Now, there are cooks who can and do succeed beyond all belief at creating great grub using only time and maybe a toothpick to gauge the unseen insides of things, but I'm not one of them. I need to know where I stand, quickly, and by more than look and smell. Panic, paranoia, and a terrible and overwhelming fear of the unknown set in at once. I was digitally disadvantaged and felt like a teenager without a cell phone. Can anything be more pitiful than being suddenly bereft of a technological crutch without which one cannot participate in life as we know it? I can easily live without a cell phone but life without an instant-reading digital thermometer is something I will not tolerate.
In the depths of my depression and anxiety I made the only logical decision my feeble brain could handle and hied myself to the nearest hardware store for new batteries.
No joy. Not even a slight twinkle or warning on the little screen. Dead.
This little implement on which I had so long relied for its uncanny truthfulness in temperature had breathed its last. Was this to be the end of acceptable outdoor cooked meat for my family, friends, and some frightfully undependable barbecue judges? Could have been, I'm certain, except something stuck in the back of my brain that Thermapens, unlike almost everything else we purchase nowadays, are not disposable. Somewhere, I'd seen something about their potential resurrection in lieu of tainting the trash with their discarded carcasses.

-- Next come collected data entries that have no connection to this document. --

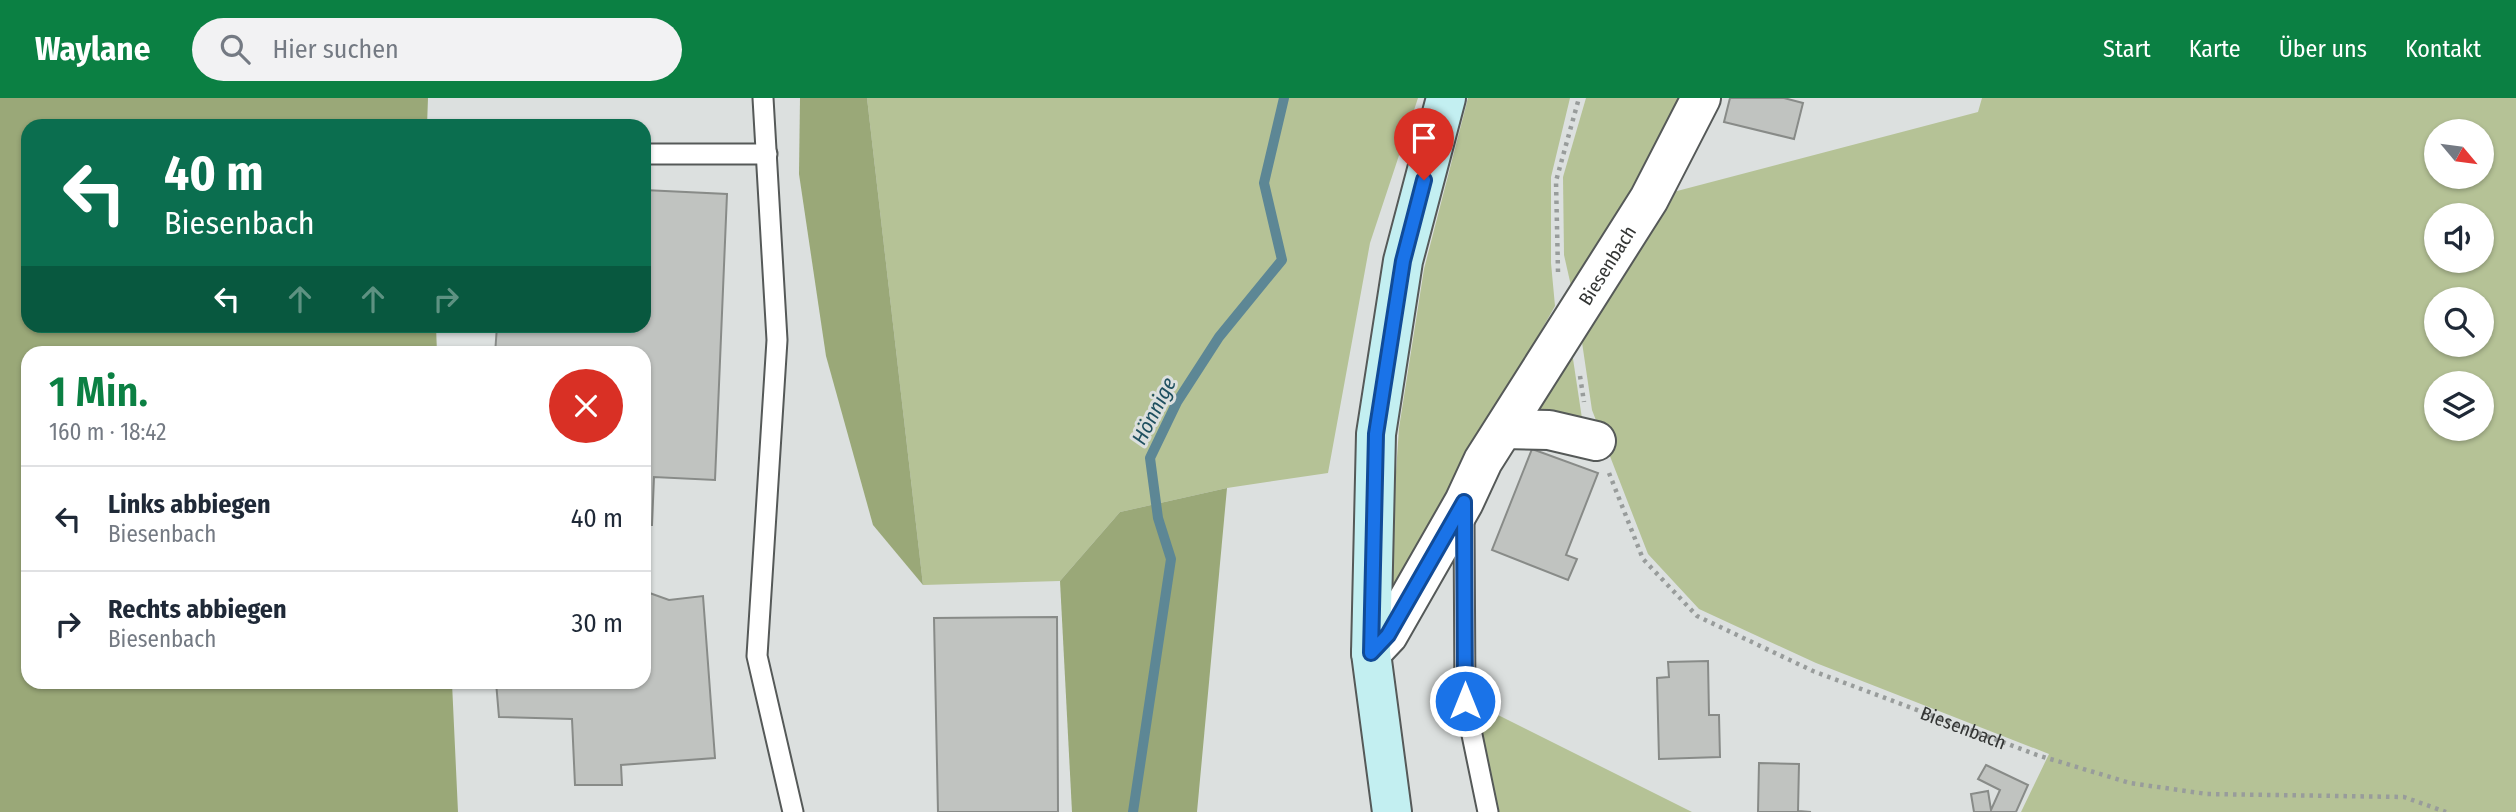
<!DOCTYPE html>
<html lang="de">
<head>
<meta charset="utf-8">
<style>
  :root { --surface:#fff; --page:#f2f2f3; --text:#1f2937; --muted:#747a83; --line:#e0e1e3; --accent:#0b8043 }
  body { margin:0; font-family:"Fira Sans Condensed",sans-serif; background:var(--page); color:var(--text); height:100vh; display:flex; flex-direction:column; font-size:26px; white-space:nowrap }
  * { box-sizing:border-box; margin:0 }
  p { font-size:23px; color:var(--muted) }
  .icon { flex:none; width:38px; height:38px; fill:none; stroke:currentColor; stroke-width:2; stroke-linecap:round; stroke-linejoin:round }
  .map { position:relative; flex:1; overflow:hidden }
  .side { position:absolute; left:21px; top:248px; width:630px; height:343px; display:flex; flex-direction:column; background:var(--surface); border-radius:21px; box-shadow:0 2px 5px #0004 }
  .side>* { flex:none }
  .hud { position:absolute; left:21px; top:21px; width:630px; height:214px; border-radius:21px; box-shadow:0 2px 5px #0004; background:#0b6e4f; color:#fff; overflow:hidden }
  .needle { width:46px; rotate:119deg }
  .buttons { position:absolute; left:2424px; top:21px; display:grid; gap:14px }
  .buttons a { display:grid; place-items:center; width:70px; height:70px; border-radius:50%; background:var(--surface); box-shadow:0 2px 5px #0004; font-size:35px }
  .pin { position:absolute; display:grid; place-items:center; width:60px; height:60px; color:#fff; margin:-72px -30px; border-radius:50% 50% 50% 0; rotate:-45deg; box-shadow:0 0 7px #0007 }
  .pin .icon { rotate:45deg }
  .me { position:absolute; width:77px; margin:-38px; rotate:0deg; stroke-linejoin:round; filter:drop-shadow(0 0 5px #0008) }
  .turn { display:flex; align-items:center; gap:24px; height:147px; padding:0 28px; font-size:32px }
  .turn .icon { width:91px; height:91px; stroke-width:2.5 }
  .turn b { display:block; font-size:49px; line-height:60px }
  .lanes { display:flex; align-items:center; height:66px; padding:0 28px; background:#0003; justify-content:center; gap:35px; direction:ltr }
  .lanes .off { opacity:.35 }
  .round { display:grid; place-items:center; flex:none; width:74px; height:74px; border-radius:37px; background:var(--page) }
  .head { display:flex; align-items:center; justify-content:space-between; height:119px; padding:0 28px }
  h1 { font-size:42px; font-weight:600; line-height:52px; color:var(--accent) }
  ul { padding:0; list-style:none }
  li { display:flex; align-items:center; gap:21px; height:105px; padding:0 28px; border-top:2px solid var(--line) }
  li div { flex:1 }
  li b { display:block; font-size:26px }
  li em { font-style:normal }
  header { display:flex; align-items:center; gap:42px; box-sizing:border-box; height:98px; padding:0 35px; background:var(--accent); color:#fff }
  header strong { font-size:33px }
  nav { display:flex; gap:38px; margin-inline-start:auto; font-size:24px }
  .search { width:490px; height:63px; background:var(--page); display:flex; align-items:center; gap:18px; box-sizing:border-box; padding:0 24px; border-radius:38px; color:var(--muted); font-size:26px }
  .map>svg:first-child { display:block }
  .green { fill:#b5c296; fill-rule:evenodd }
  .forest { fill:#9aa878 }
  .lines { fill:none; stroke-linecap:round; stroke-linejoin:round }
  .stream { stroke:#5d8795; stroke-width:10 }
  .building { fill:#c0c3c0; stroke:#888b88; stroke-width:2 }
  .lane-casing { stroke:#555958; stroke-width:23 }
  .street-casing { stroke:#555958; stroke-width:42 }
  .secondary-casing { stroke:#555958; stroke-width:42 }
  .path { stroke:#989c9b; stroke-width:4.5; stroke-dasharray:3.5 5; stroke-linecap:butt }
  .lane { stroke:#fff; stroke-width:19 }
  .street { stroke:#fff; stroke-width:38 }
  .secondary { stroke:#c3eff1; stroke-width:38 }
  .route-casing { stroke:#114b97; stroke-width:18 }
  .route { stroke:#1a73e8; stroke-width:12 }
  .labels { text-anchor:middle; stroke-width:6; stroke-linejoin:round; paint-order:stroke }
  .street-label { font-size:19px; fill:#333534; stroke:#dce0df }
  .water-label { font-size:21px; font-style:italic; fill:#1f5060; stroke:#dce0df }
</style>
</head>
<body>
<header>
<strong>Waylane</strong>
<div class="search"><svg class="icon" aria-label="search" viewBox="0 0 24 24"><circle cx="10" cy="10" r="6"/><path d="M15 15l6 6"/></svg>Hier suchen</div>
<nav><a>Start</a><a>Karte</a><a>Über uns</a><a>Kontakt</a></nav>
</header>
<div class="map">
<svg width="2516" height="714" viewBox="0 0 2516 714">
  <rect width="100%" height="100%" fill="#dce0df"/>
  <g class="green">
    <polygon points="867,0 1418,0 1370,145 1328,375 1227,390 1120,414 1060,483 923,487"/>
    <polygon points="1468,0 1570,0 1551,79 1551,165 1555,208 1457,382 1406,484 1388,492 1399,330 1424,171"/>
    <polygon points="1586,0 1697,0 1576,210 1564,157 1563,79"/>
    <path d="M1982,0H2516V714H2021L2049,656L1816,565L1699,511L1648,456L1592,312L1579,224L1658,98L1978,14ZM2436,33H2482V79H2436ZM2436,117H2482V163H2436ZM2436,201H2482V247H2436ZM2436,285H2482V331H2436Z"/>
    <polygon points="1570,241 1583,327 1515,322"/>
    <polygon points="1470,603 1692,714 1493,714"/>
  </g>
  <g class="forest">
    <polygon points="0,0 428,0 427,28 28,28 28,228 436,228 437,255 28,256 28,584 452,585 458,714 0,714"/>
    <polygon points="800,0 867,0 923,487 873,427 826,258 799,76"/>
    <polygon points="1227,390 1197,714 1072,714 1060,483 1120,414"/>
  </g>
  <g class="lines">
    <polyline class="stream" points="1133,714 1171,461 1158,420 1150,360 1177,304 1219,239 1282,162 1264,85 1284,0"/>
  </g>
  <g class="building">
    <polygon points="1730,0 1784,0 1803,5 1794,41 1724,24"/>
    <polygon points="644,92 727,96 715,382 654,379 652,427 644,427 644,256 495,256 497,228 644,228"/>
    <polygon points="1532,351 1598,375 1566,457 1577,461 1568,482 1492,452"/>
    <polygon points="644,493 669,502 703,498 715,660 621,667 622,687 575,687 572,621 499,619 496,584 644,584"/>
    <polygon points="1057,519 1058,714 938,714 934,520"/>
    <polygon points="1708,563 1709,617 1719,617 1720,659 1659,661 1657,580 1669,579 1668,564"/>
    <polygon points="1759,665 1799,666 1798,713 1811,714 1758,714"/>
    <polygon points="1986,667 2028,687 2016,714 1974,714 1971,696 1988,693 1991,712 2000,692 1978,681"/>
  </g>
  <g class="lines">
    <defs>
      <g id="lane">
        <polyline points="763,0 777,242 757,558 793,714"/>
        <polyline points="644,56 767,56"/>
        <polyline points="1464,416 1465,603 1488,714"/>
      </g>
      <g id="street">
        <polyline points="1504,331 1549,332 1596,343"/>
        <path id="s2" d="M1371,555L1388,537L1464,404L1483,363L1649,101L1701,0"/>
      </g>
      <polyline id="secondary" points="1392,714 1371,555 1376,336 1403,163 1446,0"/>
    </defs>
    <use href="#lane" class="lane-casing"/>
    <use href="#street" class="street-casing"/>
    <use href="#secondary" class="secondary-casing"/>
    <g class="path">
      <polyline points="1558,174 1556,83 1579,0"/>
      <polyline points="1580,278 1584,304"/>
      <path id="s1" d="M1609,375L1643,461L1697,518L1813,573L2037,657L2130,685L2207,696L2404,699L2446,714"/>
    </g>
    <use href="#lane" class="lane"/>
    <use href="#street" class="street"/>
    <use href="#secondary" class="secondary"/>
  </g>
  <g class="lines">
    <defs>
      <polyline id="route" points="1424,82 1403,163 1376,336 1371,555 1388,537 1464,404 1465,603"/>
    </defs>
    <use href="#route" class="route-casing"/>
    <use href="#route" class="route"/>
  </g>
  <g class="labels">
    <g class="street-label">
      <text dy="7" stroke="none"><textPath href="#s2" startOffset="455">Biesenbach</textPath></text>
      <text dy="7" stroke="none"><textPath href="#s1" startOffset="460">Biesenbach</textPath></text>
    </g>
    <g class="water-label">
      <text transform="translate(1154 313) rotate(-63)" y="7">Hönnige</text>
    </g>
  </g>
</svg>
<div class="buttons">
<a><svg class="needle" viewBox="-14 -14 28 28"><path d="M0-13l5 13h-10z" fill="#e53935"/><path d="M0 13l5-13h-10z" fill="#747a83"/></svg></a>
<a><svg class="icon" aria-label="sound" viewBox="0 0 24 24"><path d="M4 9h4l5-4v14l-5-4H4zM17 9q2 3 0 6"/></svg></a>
<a><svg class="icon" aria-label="search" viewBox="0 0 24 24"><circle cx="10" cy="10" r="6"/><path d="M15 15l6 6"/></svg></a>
<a><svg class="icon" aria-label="layers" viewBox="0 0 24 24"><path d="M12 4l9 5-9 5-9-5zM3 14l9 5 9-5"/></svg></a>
</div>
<div class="pin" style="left:1424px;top:82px;background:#d93025"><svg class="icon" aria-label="arrive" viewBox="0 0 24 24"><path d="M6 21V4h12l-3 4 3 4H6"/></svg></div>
<svg class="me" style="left:1465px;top:603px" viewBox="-20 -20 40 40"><circle r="17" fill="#1a73e8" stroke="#fff" stroke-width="3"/><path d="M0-11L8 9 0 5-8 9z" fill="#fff"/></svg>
<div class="hud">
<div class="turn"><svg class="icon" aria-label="left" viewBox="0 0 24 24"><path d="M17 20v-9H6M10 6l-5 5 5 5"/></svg><div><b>40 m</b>Biesenbach</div></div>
<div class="lanes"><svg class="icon" aria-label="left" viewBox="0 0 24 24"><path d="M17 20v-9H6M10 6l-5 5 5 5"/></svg><svg class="icon off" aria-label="ahead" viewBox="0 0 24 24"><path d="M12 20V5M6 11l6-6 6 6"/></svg><svg class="icon off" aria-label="ahead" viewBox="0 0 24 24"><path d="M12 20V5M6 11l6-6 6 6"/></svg><svg class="icon off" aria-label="right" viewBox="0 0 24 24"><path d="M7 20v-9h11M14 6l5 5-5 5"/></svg></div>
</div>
<section class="side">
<div class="head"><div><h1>1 Min.</h1><p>160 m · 18:42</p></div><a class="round" style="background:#d93025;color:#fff"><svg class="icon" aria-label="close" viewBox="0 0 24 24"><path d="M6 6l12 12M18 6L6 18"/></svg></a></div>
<ul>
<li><svg class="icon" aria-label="left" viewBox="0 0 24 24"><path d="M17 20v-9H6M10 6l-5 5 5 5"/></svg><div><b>Links abbiegen</b><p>Biesenbach</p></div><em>40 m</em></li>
<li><svg class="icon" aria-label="right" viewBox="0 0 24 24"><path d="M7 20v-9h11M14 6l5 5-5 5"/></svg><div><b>Rechts abbiegen</b><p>Biesenbach</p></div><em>30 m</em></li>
</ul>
</section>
</div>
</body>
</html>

With hope in my heart I dashed off an e-mail to Thermoworks inquiring of the salvation methodology and its driving requirements and cost. Ten minutes later . . .
Joy! I have a case number and instructions on where to send the body. I do a little business at the Post Office for a mailing bag and off it goes.
Joy! Two days later I have an e-mail with bad news and good news. The good news far outweighs the bad and that's why I still started this line with the word "joy" instead of something snarky. The good news is that they'll fix it for thirty bucks -- about one third the cost of a new one -- and my local landfill will not be tainted by the non-organic guts of the thing. The "bad" news is they will have to destroy the case and I must screw up my creative juices and pick a new color because British Racing Green has been relegated to the scrap heap of infamy where "unpopular" shades reside following sales department decisions. I bravely choose Red and say a quick prayer for the someday ultimate return of British Racing Green -- a fast color if there ever was one.
Joy! A few days later and I am reunited with delightful digital functionality of the dutiful little device and once again I am empowered to transform the groceries without undue unknowns. The red is sort of cherry. The display quickly cracks into life. British Racing Green would have been a nanosecond faster, though. My cross to bear.
Through all this suffering and tribulation, all this work and worry, all this heartbreak and misery -- the folks at Thermoworks were wonderful! When I e-mailed, they answered promptly and personally and with a name, not just the facts and numbers. When I called they answered their own phone! No call center in Bangladesh staffed by robots all named "James".
Seriously, there are a lot of companies that don't give a hoot about their old out-of-warranty stuff you bought years ago and that would just tell you to order a new one but this isn't a story about one of those. I don't expect to need any service on my newly refurbished red Thermapen for a long time and maybe never but if I ever do I'm gonna send them an e-mail (and see if British Racing Green has made a comeback while I'm at it).